[Dataset entries]
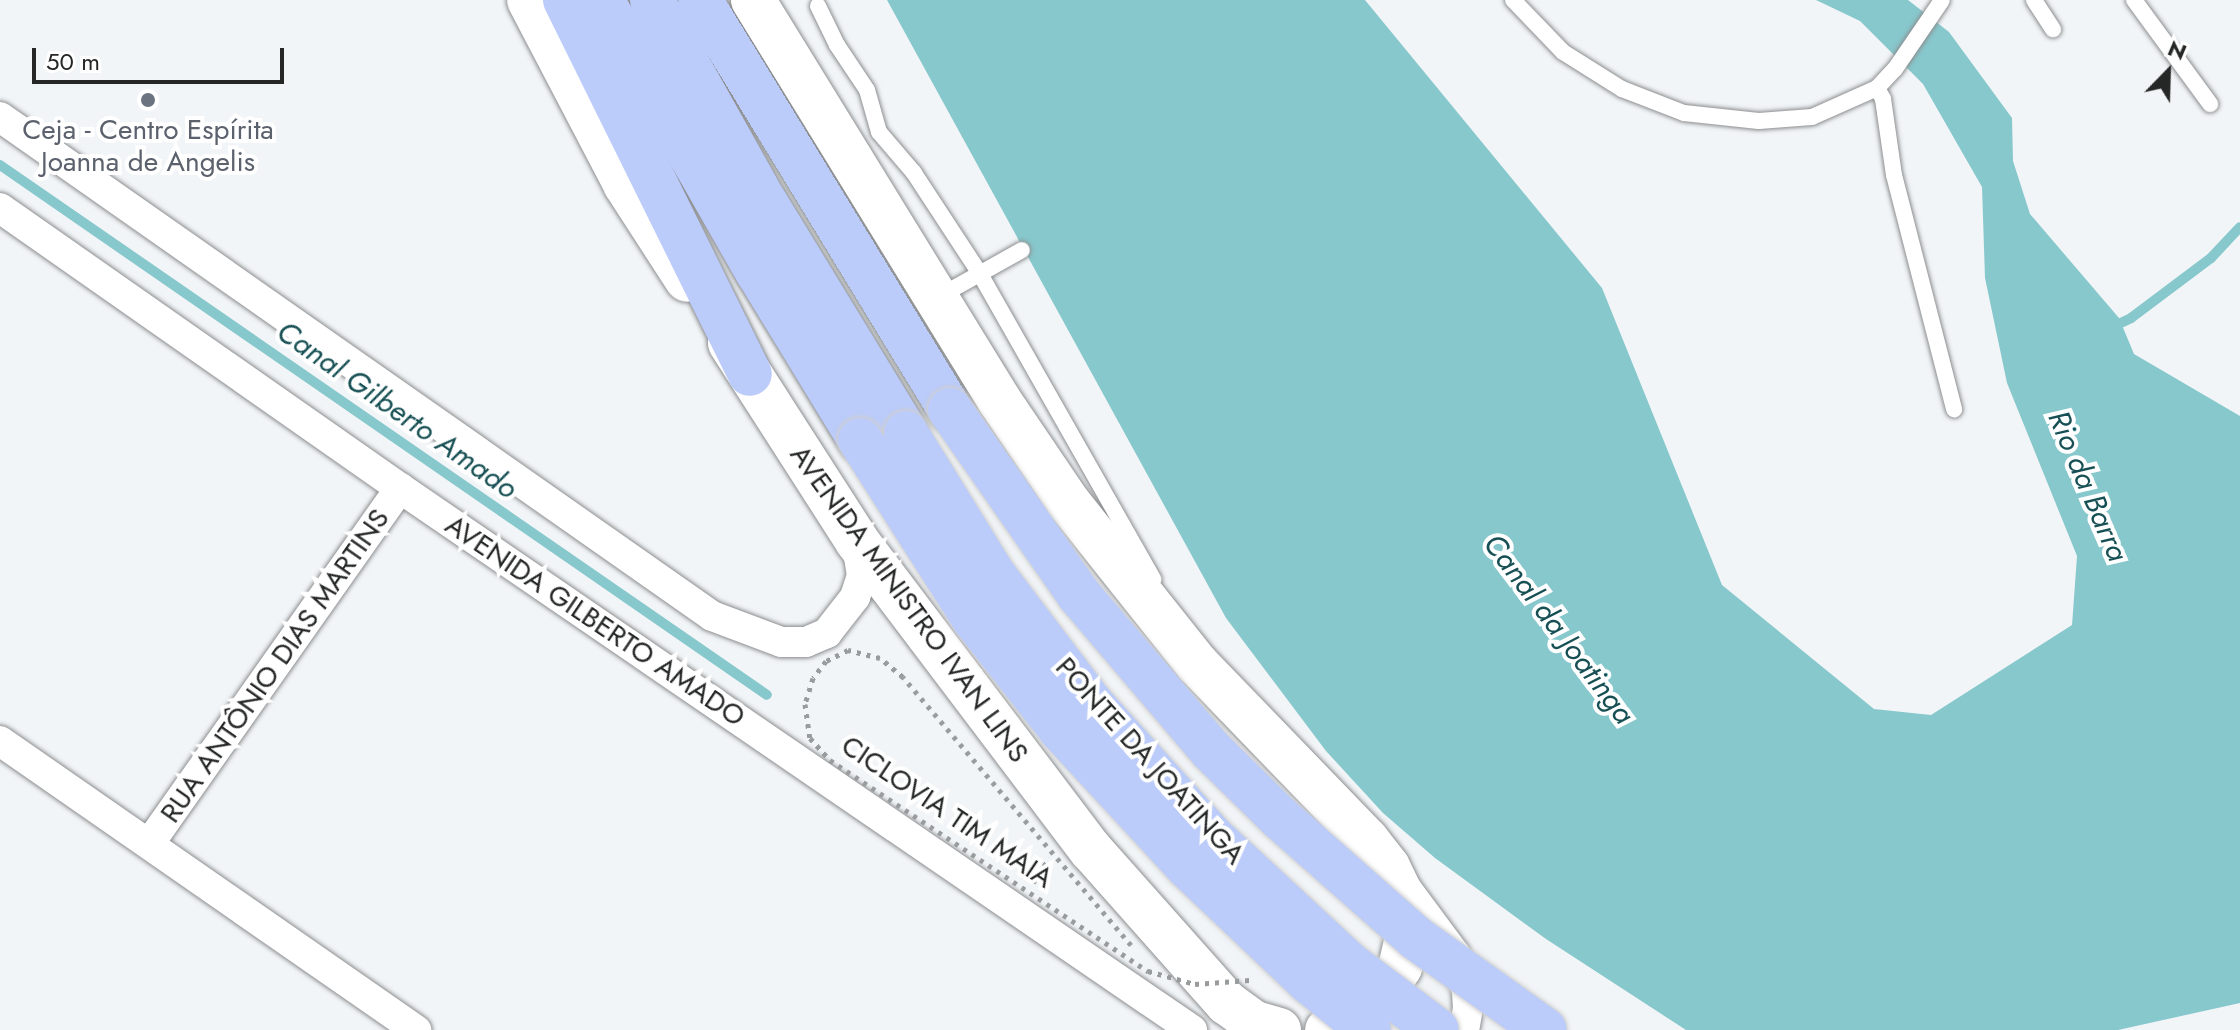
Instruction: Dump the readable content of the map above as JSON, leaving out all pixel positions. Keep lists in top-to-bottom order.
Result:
{
  "streets": {
    "highway": ["AVENIDA MINISTRO IVAN LINS", "PONTE DA JOATINGA"],
    "street": ["AVENIDA GILBERTO AMADO", "RUA ANTÔNIO DIAS MARTINS"],
    "path": ["CICLOVIA TIM MAIA"]
  },
  "crossings": [
    ["AVENIDA MINISTRO IVAN LINS", "PONTE DA JOATINGA"],
    ["AVENIDA MINISTRO IVAN LINS", "CICLOVIA TIM MAIA"],
    ["AVENIDA GILBERTO AMADO", "RUA ANTÔNIO DIAS MARTINS"]
  ],
  "water": ["Canal Gilberto Amado", "Rio da Barra", "Canal da Joatinga"],
  "places": ["Ceja - Centro Espírita Joanna de Angelis"],
  "scale_bar": "50 m",
  "north": "top right"
}
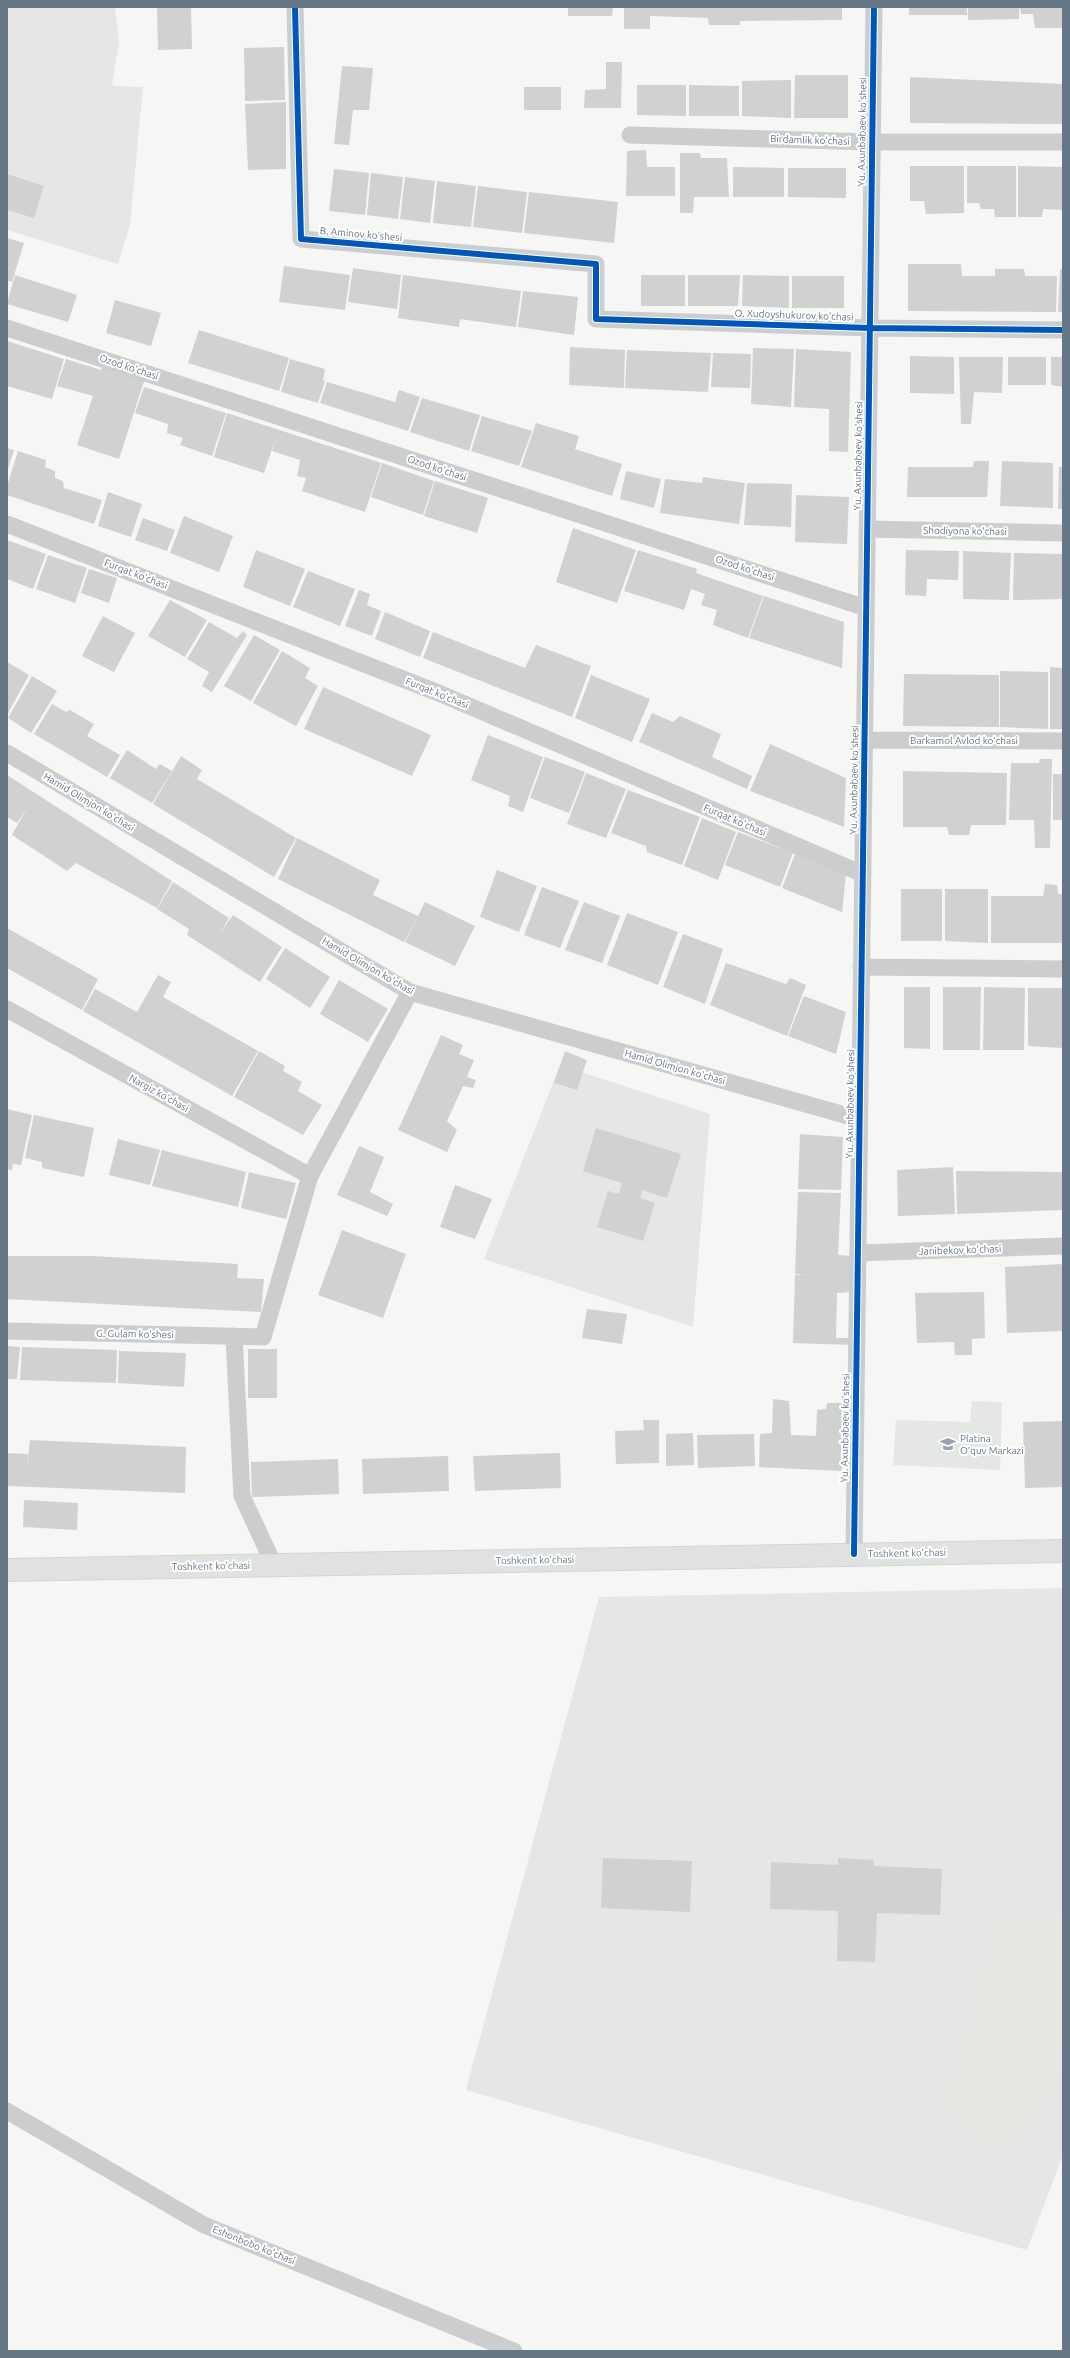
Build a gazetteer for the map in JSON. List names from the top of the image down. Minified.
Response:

#### [Task]
Only the pictures are to be excluded; all other parts of the records above are to be given exactly.

#### [Solution to this problem]
Instruction: Dump the readable content of the map above as JSON, leaving out all pixel positions. Keep lists in top-to-bottom order.
Result:
{
  "streets": {
    "highway": ["AVENIDA MINISTRO IVAN LINS", "PONTE DA JOATINGA"],
    "street": ["AVENIDA GILBERTO AMADO", "RUA ANTÔNIO DIAS MARTINS"],
    "path": ["CICLOVIA TIM MAIA"]
  },
  "crossings": [
    ["AVENIDA MINISTRO IVAN LINS", "PONTE DA JOATINGA"],
    ["AVENIDA MINISTRO IVAN LINS", "CICLOVIA TIM MAIA"],
    ["AVENIDA GILBERTO AMADO", "RUA ANTÔNIO DIAS MARTINS"]
  ],
  "water": ["Canal Gilberto Amado", "Rio da Barra", "Canal da Joatinga"],
  "places": ["Ceja - Centro Espírita Joanna de Angelis"],
  "scale_bar": "50 m",
  "north": "top right"
}
Build a gazetteer for the map in JSON. List names from the top of the image down. Minified.
Response:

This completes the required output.